HUMOR Digest - 5 Aug 1998 to 6 Aug 1998
There are 14 messages totalling 495 lines in this issue.
 
Topics of the day:
 
  1. Dear Mom and Dad,
  2. Toughest Hooker In The Yukon (adult)
  3. Trip to Europe <adult>
  4. humor: That famous blue dress <off to Monica>
  5. Finding the right girl
  6. It's A Wacky World - #52 (Nudity)
  7. Top5 - 8/5/98 - 21st Century Religions (fwd)
  8. The REAL Microsoft power toys
  9. Misunderstanding (sick, adult language, offensive to gays)
 10. Wishes..
 11. 2 Racehorses
 12. The Lock Keeper (Pun)
 13. Oregon
 14. Applications <clean>
 
-------------------------------------------------------------------
Date:    Wed, 5 Aug 1998 03:35:32 -0400
From:    Jim Moore Jr <jimjr@QIS.NET>
Subject: Dear Mom and Dad,
 
Kids at camp write home not thinking of the impact of their words:
 
 
* For example, one tyke wrote: "My counselor said he doesn't think
  the flood waters will come up this high."
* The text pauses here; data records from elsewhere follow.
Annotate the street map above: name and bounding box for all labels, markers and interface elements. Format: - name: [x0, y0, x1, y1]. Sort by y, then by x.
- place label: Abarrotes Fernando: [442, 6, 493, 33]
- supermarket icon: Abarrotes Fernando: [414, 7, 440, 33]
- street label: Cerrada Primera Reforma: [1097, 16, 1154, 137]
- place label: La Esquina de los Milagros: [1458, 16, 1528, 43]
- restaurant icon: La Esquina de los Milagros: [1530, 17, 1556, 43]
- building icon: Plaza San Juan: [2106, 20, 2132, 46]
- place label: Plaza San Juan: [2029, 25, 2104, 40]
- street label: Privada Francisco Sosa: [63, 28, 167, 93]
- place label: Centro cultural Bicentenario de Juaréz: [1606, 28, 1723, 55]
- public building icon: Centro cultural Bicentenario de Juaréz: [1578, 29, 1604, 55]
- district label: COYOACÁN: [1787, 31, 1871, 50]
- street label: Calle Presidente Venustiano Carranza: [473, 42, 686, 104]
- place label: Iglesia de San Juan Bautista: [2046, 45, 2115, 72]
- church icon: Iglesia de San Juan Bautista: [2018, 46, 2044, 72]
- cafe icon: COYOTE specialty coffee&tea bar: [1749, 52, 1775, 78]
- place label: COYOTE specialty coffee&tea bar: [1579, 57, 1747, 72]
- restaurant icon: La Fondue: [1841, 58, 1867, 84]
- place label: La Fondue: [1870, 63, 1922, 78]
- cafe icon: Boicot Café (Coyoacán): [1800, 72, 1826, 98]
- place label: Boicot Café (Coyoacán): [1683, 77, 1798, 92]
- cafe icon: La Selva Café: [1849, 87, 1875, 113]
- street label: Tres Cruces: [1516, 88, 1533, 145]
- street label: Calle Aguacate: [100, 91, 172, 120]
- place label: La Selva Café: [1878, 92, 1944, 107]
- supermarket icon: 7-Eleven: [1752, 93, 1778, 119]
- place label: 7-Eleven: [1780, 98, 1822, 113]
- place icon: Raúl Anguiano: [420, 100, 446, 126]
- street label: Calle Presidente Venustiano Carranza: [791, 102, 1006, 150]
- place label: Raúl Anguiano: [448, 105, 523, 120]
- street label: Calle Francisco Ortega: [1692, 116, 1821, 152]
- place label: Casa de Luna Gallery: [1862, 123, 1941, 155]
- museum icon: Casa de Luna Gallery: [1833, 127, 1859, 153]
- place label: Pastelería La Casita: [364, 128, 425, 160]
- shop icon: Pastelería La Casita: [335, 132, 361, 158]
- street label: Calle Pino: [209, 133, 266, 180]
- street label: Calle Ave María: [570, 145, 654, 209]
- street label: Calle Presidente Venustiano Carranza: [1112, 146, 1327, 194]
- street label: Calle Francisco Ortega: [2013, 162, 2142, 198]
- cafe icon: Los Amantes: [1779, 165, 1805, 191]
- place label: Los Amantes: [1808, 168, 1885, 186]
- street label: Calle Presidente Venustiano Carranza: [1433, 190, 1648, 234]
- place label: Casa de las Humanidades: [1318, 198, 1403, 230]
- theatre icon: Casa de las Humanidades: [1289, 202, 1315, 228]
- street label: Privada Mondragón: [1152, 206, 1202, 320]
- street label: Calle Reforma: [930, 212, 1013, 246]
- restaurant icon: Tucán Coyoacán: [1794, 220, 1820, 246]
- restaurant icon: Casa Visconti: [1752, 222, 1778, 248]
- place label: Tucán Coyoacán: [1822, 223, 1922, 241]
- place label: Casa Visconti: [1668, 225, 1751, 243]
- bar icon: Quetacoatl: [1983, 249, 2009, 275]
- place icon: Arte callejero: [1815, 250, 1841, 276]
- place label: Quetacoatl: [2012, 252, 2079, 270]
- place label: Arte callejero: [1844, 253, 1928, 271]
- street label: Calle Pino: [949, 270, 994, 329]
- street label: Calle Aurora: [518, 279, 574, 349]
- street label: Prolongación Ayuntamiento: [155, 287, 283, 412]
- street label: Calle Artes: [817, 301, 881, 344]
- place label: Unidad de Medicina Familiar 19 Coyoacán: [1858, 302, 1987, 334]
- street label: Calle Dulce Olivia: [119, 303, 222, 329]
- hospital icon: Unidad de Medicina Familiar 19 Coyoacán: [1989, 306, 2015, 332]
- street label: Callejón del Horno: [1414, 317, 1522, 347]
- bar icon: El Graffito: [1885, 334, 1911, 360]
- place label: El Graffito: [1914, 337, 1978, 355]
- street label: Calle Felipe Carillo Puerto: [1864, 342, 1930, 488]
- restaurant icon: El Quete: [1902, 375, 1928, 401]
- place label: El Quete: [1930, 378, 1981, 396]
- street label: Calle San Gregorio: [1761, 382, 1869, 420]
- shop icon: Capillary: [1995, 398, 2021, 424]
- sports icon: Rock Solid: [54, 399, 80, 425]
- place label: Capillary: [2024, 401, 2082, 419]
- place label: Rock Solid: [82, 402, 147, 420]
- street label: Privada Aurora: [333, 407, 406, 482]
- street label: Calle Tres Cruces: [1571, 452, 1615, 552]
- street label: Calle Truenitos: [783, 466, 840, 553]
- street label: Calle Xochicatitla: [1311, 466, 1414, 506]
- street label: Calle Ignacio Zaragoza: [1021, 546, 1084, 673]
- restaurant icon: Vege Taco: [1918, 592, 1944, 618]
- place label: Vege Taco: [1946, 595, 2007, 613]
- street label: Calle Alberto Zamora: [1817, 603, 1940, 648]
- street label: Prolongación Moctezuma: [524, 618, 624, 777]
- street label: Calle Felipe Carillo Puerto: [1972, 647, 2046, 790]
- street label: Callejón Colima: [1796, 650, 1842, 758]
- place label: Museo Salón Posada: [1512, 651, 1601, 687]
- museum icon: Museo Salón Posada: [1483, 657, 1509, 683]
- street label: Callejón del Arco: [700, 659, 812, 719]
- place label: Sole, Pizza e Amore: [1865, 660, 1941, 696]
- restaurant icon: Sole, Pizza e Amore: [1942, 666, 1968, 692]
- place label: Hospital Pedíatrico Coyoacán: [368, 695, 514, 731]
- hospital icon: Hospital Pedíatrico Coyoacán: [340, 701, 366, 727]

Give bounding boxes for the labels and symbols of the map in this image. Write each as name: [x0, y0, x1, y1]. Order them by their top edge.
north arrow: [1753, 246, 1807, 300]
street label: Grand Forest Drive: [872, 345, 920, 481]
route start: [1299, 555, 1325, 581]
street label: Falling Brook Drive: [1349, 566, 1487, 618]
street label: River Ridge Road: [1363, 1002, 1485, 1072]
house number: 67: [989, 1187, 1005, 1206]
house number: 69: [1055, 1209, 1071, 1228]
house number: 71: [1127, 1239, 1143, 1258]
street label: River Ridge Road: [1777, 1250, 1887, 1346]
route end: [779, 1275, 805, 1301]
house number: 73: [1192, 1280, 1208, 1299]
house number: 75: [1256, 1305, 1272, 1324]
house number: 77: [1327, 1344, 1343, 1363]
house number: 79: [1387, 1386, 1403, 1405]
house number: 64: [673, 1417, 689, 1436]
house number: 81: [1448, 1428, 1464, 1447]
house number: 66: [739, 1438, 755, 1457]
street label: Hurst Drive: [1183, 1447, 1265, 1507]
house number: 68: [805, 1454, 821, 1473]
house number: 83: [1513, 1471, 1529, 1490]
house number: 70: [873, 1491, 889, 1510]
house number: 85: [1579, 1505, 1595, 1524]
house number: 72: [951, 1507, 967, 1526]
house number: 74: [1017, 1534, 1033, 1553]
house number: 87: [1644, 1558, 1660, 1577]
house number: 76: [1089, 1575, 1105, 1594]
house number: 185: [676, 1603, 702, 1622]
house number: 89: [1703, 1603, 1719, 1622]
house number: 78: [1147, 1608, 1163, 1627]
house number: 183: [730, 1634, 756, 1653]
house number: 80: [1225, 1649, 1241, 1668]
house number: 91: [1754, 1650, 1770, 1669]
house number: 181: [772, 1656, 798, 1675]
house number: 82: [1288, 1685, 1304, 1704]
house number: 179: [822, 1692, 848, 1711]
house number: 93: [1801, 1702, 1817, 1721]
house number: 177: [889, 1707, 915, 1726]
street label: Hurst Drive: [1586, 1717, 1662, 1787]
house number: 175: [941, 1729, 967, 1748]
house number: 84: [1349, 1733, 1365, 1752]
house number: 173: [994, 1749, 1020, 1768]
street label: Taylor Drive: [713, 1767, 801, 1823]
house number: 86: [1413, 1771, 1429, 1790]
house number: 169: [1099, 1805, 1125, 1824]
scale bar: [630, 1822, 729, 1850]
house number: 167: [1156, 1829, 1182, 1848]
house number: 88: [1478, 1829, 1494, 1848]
                                - - - - -
 
* Another child away from home wrote that they had been taking some
  rather long hikes.  He requested his other sneaker be sent to
  him.
                                - - - - -
 
* A rather short note not saying much was received by two parents:
  "Dear Mom & Dad, They're making us write home.  Love, Thomas" 
                                - - - - -
 
* A fishing novice reported that he had caught a catfish over a
  foot long and hid it in his bunk, but it was beginning to smell.
                                - - - - -
 
* "Dear Mommie, The Doctor said the rash should go away by the time
   camp is over."
                                - - - - -
 
* "Having a wonder time.  We swim, camp, hike and play games.
   After lights out we cry ourselves to sleep every night."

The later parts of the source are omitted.